Each line in the data holding "Keep" should be listed.

=== Section Start ===

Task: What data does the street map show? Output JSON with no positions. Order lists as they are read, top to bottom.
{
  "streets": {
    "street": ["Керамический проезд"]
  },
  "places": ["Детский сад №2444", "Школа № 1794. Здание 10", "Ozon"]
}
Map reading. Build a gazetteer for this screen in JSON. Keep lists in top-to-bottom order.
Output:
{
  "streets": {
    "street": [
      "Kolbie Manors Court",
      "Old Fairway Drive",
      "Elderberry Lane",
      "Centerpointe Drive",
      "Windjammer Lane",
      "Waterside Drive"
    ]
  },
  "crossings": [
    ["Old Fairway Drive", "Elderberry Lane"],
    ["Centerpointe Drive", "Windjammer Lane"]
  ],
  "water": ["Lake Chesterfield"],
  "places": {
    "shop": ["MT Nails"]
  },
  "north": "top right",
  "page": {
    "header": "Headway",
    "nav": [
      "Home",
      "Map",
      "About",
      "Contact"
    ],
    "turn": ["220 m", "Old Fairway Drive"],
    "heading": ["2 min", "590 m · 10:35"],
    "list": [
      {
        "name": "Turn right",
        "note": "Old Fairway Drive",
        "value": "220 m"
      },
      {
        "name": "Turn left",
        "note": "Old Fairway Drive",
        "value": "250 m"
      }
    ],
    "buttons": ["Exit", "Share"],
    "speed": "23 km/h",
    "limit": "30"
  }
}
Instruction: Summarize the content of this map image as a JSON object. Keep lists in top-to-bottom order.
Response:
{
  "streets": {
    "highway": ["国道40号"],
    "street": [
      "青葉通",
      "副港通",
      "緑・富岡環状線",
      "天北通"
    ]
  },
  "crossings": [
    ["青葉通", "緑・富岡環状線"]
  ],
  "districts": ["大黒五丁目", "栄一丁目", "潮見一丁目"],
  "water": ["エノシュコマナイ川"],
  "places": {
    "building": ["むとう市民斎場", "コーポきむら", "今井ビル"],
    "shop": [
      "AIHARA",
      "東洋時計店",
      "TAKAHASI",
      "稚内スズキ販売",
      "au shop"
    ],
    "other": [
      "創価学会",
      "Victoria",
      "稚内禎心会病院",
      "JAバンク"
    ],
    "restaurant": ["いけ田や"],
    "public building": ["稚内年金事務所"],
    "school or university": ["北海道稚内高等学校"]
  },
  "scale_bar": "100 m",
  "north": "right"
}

=== Section End ===

Result:
Map reading. Build a gazetteer for this screen in JSON. Keep lists in top-to-bottom order.
Instruction: Summarize the content of this map image as a JSON object. Keep lists in top-to-bottom order.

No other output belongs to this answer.